-- Extracted data follows --
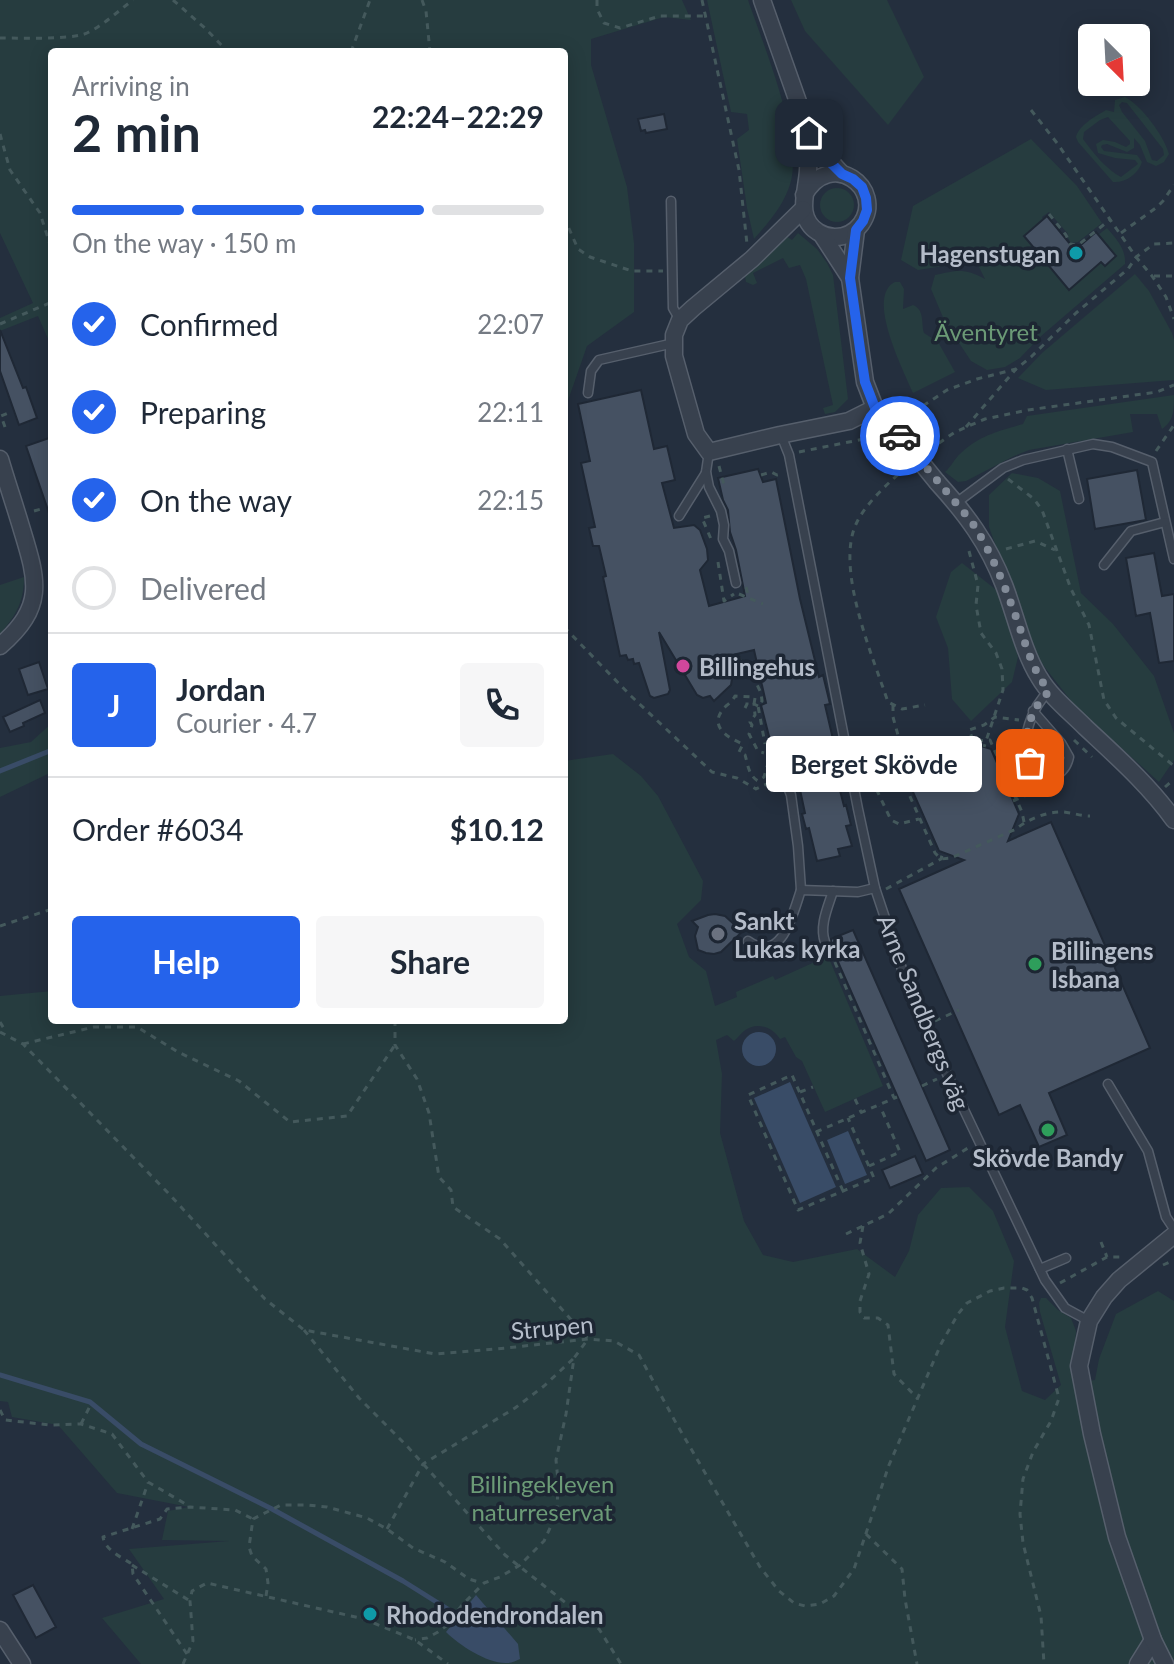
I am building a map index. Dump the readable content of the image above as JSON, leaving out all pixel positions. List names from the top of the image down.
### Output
{
  "streets": {
    "lane": ["Arne Sandbergs väg"],
    "path": ["Strupen"]
  },
  "parks": ["Äventyret", "Billingekleven naturreservat"],
  "places": [
    "Hagenstugan",
    "Billingehus",
    "Berget Skövde",
    "Sankt Lukas kyrka",
    "Billingens Isbana",
    "Skövde Bandy",
    "Rhododendrondalen"
  ],
  "north": "bottom right",
  "page": {
    "heading": ["2 min", "Arriving in", "22:24–22:29"],
    "panel": [
      "Jordan",
      "Courier · 4.7",
      "Order #6034",
      "$10.12"
    ],
    "bar": "On the way · 150 m",
    "list": [
      ["Confirmed", "22:07"],
      ["Preparing", "22:11"],
      ["On the way", "22:15"],
      "Delivered"
    ],
    "round": "J",
    "bubble": "Berget Skövde",
    "buttons": ["Help", "Share"]
  }
}
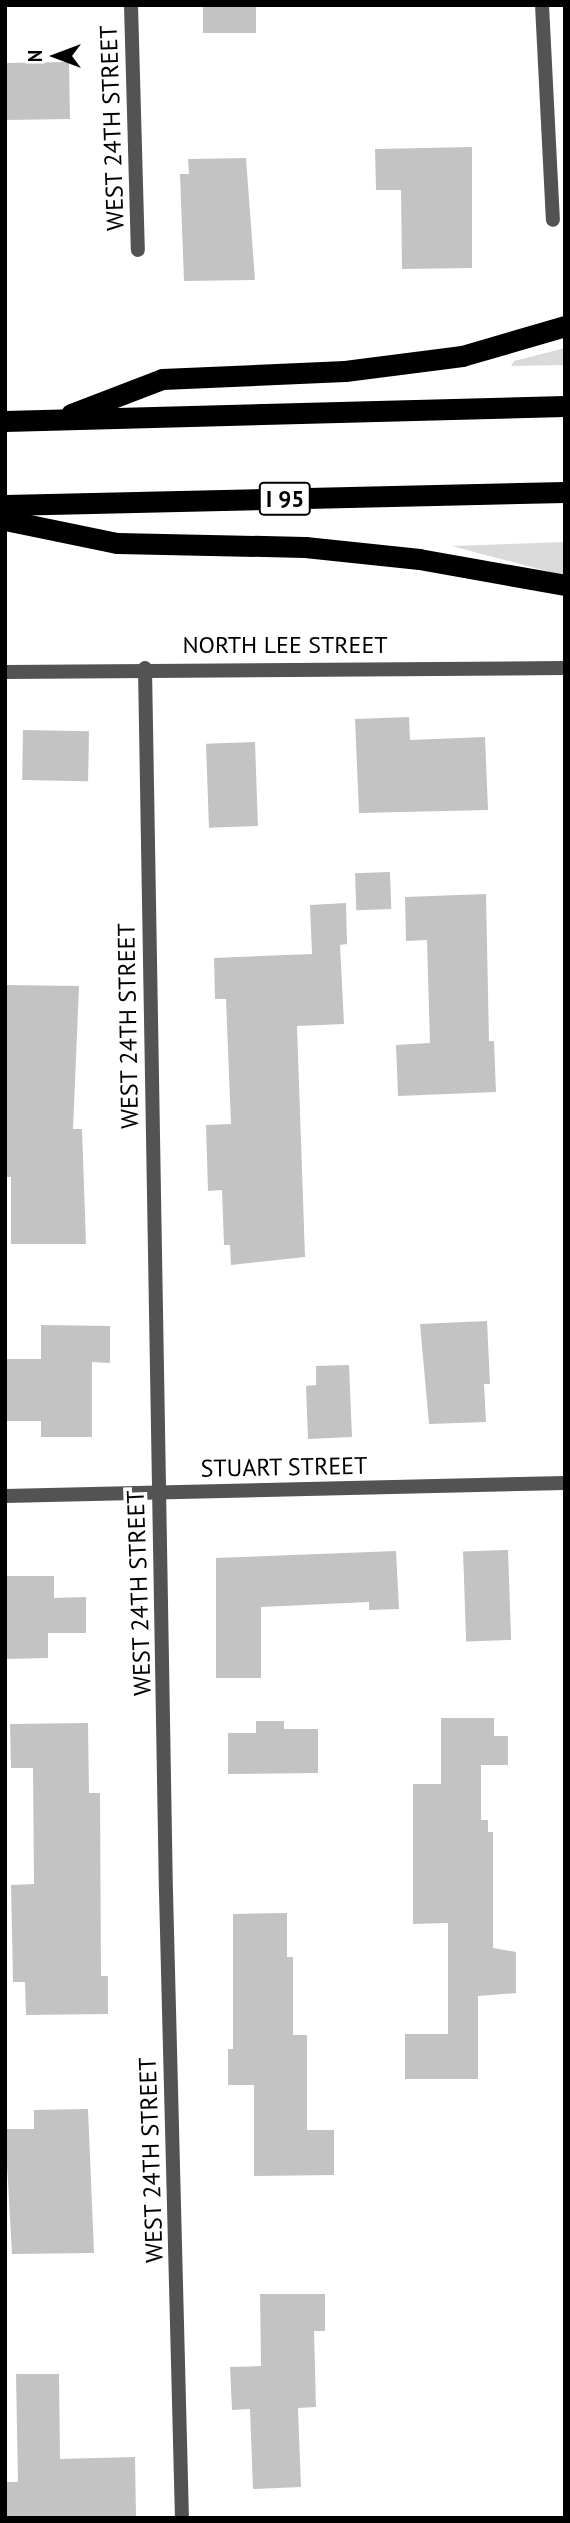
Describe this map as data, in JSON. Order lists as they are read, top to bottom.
{
  "streets": {
    "highway": ["I 95"],
    "street": ["WEST 24TH STREET", "NORTH LEE STREET", "STUART STREET"]
  },
  "crossings": [
    ["WEST 24TH STREET", "NORTH LEE STREET"],
    ["WEST 24TH STREET", "STUART STREET"]
  ],
  "north": "left"
}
-- Extracted data concluded --
## What to work on:
From the line containing "Describe this map" to the final line of the data above, transcribe every line exactly and nothing more.

## Task output:
Describe this map as data, in JSON. Order lists as they are read, top to bottom.
{
  "streets": {
    "highway": ["I 95"],
    "street": ["WEST 24TH STREET", "NORTH LEE STREET", "STUART STREET"]
  },
  "crossings": [
    ["WEST 24TH STREET", "NORTH LEE STREET"],
    ["WEST 24TH STREET", "STUART STREET"]
  ],
  "north": "left"
}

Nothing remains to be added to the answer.